En fait, il s’agit de revenir au système instauré par les Italiens et qui avait fait ses preuves. L’opération Mare nostrum était financée à hauteur de neuf millions par mois et avait un objectif strictement humanitaire : repêcher les migrants avant qu’ils ne se noient, leur donner immédiatement les soins et les abris requis. Cette fois, d’autres pays vont s’impliquer dans l’opération, notamment la Grande-Bretagne, et il est vraisemblable que l’on parviendra ainsi à éviter la catastrophe humanitaire de la semaine dernière, lorsque le naufrage d’un seul bateau a fait 800 morts. C’est très important. Mais cela ne résout pas la question de la fin du voyage : le sommet européen a recommandé de n’accorder l’asile qu’aux immigrés dits « politiques » et de renvoyer chez eux les « économiques ». Plus facile à dire qu’à faire.

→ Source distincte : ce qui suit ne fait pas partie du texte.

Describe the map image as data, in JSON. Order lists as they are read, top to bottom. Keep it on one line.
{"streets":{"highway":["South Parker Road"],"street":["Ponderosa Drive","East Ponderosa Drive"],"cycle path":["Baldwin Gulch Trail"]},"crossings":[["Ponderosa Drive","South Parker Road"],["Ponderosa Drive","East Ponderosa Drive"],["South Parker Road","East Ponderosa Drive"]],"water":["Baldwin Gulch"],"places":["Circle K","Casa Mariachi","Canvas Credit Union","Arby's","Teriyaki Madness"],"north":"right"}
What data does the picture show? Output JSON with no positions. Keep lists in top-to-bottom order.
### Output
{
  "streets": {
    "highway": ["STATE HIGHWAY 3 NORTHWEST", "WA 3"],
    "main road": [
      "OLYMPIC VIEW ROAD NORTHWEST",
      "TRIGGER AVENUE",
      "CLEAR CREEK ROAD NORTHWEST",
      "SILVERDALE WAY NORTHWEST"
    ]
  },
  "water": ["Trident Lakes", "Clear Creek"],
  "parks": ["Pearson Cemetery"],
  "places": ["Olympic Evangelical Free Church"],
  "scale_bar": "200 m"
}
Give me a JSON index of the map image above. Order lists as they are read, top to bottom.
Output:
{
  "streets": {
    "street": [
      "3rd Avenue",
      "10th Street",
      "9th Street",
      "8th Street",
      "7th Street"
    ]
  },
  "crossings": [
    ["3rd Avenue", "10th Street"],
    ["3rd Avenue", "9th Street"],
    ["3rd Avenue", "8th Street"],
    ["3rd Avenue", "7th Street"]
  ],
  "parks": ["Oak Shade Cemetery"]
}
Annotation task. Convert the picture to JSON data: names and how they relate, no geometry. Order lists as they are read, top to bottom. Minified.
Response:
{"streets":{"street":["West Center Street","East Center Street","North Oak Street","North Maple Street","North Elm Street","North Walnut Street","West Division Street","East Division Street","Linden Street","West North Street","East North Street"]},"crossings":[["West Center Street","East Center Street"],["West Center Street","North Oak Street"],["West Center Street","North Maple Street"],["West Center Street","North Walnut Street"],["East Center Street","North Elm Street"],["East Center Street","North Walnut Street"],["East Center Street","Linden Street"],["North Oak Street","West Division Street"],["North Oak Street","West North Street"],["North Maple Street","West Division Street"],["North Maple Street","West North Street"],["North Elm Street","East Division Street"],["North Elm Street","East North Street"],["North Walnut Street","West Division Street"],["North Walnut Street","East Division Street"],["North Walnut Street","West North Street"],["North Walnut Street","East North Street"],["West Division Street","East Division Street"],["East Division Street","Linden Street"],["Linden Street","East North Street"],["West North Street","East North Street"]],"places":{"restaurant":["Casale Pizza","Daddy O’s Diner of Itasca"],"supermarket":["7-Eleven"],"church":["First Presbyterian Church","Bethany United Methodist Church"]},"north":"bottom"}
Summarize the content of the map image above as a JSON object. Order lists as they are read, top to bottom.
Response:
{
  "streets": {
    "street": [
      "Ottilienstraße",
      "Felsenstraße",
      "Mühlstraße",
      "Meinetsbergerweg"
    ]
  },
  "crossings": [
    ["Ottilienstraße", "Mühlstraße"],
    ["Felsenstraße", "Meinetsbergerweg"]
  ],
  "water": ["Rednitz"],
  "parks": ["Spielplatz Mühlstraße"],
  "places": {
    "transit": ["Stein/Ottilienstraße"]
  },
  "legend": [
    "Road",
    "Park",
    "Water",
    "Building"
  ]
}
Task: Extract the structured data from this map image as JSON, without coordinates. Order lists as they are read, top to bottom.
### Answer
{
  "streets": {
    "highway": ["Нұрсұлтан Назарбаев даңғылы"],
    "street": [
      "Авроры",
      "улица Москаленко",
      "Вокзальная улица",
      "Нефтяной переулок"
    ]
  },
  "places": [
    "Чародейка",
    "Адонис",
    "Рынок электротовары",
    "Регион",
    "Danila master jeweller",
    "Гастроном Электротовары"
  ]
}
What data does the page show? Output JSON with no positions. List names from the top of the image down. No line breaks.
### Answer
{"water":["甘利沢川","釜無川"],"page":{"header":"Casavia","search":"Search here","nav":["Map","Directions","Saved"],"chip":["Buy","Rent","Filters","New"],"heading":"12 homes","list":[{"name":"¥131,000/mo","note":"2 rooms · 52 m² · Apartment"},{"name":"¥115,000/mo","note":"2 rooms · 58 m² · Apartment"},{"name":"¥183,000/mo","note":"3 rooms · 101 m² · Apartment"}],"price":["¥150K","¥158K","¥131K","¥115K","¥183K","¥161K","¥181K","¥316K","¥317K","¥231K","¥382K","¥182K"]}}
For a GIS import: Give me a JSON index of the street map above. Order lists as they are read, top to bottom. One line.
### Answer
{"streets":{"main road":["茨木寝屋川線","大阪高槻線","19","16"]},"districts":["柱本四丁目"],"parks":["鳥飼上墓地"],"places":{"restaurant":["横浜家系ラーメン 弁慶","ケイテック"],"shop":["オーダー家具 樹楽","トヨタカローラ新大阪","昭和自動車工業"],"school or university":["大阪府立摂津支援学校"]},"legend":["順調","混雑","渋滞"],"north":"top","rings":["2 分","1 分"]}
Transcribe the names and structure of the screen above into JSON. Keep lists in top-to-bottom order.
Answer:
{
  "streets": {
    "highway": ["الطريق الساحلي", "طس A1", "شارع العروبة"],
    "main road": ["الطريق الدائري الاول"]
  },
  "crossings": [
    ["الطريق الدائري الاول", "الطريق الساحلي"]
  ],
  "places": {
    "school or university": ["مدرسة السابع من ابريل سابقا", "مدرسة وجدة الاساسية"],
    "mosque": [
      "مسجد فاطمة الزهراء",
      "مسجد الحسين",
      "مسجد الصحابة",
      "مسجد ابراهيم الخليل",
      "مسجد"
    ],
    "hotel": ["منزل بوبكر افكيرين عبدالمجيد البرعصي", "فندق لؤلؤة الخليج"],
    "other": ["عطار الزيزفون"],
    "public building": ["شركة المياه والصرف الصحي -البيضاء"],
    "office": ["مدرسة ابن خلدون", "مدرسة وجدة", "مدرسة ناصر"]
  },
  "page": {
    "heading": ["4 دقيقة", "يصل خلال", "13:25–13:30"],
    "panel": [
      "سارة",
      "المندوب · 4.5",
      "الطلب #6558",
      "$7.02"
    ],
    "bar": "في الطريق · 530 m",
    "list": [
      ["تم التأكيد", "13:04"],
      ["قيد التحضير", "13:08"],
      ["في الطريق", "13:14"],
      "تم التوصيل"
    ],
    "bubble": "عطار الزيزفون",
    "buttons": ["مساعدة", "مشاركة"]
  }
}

Le sommet a permis à l’Italie de ne pas rester seule face au danger pour les migrants, mais, dès lors que leur cheminement vers ces pays où ils veulent aller, en général l’Allemagne et le Royaume-Uni, qui ne leur ouvrent guère les bras, n’est pas assuré, le problème de leur concentration sur le sol italien se posera à nouveau. Les pays européens, s’agissant de l’immigration clandestine elle-même et non du danger de mort auquel s’exposent les migrants, ont en fait choisi la répression. Ils veulent tarir la source de l’immigration et envisagent donc de lancer des opérations militaires pour détruire sur les côtes ou dans les ports libyens les bateaux qui assurent leur transfert. Inutile de souligner les difficultés de cette tâche, même si l’ONU donne un aval juridique à l’Union européenne.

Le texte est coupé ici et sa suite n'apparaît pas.